Der Feind kommt meist klassisch durch die Eingangspforte oder über die Notaufnahme. Irgendwo auf der Haut sitzt er, hat sich vielleicht auch verborgen in der Nase oder im Mund, oder er befindet sich noch versteckter im Darm. Fast 75 bis 80 Prozent der Keime werden im Krankenhaus bereits bei der Aufnahme nachgewiesen, im Fall von MRSA sind es sogar 98 Prozent. Der Rest wird im Rahmen der weiteren Diagnostik in der Klinik entdeckt. Den Begriff „Krankenhaus-Keim“ halten Mediziner und Pflegekräfte daher für irreführend. In der Klinik jedenfalls treffen die Keime auf heftige Gegenwehr.
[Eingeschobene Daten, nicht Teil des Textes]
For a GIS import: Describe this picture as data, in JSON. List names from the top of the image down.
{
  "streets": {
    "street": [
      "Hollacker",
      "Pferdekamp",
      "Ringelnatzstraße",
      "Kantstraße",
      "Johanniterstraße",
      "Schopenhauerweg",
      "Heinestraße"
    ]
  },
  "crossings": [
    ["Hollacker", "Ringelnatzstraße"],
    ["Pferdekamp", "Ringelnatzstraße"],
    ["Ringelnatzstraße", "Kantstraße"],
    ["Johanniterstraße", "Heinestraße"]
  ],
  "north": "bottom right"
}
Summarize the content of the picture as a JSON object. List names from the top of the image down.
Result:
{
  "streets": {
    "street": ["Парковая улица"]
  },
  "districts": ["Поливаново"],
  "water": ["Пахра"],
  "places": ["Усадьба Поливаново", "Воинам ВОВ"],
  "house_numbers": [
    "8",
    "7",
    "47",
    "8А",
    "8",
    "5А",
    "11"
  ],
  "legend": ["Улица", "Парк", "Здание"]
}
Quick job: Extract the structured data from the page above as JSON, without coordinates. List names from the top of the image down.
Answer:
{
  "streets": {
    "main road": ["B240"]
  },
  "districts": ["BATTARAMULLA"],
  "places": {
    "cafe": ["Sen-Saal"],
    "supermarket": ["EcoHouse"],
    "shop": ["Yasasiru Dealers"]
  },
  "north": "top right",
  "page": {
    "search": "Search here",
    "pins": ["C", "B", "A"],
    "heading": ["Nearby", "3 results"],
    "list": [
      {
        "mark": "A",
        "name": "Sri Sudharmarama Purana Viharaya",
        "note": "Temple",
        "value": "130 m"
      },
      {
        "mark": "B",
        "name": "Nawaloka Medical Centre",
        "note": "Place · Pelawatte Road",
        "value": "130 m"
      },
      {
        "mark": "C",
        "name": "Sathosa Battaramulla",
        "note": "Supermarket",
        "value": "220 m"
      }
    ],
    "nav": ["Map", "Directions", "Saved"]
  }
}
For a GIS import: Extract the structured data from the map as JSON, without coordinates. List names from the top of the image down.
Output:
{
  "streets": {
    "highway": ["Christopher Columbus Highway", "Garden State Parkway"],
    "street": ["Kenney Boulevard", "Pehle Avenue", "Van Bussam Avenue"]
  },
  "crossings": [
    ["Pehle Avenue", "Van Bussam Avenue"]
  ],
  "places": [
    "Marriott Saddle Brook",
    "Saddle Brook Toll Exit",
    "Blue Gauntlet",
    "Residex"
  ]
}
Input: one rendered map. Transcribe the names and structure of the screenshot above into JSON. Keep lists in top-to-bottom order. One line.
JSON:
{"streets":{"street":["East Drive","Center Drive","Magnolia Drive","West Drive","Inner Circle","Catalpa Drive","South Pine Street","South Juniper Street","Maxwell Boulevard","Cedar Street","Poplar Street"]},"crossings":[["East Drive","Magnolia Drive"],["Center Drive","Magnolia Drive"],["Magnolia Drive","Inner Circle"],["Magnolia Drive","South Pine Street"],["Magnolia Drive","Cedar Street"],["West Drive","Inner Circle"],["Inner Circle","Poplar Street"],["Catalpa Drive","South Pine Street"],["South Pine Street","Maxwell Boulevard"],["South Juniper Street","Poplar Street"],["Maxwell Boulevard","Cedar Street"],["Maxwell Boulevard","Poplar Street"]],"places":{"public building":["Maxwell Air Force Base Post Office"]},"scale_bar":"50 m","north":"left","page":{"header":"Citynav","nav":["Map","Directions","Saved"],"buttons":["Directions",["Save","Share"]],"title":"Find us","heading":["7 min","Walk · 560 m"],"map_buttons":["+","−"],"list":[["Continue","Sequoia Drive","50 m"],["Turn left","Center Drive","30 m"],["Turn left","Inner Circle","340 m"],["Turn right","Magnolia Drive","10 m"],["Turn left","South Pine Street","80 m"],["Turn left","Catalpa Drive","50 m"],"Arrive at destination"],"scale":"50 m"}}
Seit zehn Jahren arbeitet ein immer größeres Team im Evangelischen Krankenhaus (EKM) daran, jene Feinde zu stoppen.
„Schnelle Diagnose, präventive Maßnahmen bis hin zur Isolation“ nennt Gabriele Kantor, Hygiene- und Gesundheitsmanagerin, als Kernpunkte einer Strategie, um Besiedlungen zu erkennen und sie an der Ausbreitung zu hindern. „Jeder Patient wird nach den Risiken, die eine Besiedlung begünstigen, befragt“, sagt Kantor. Die Risikoeinschätzung bestimmt den Umgang mit ihm. Alles wird dokumentiert.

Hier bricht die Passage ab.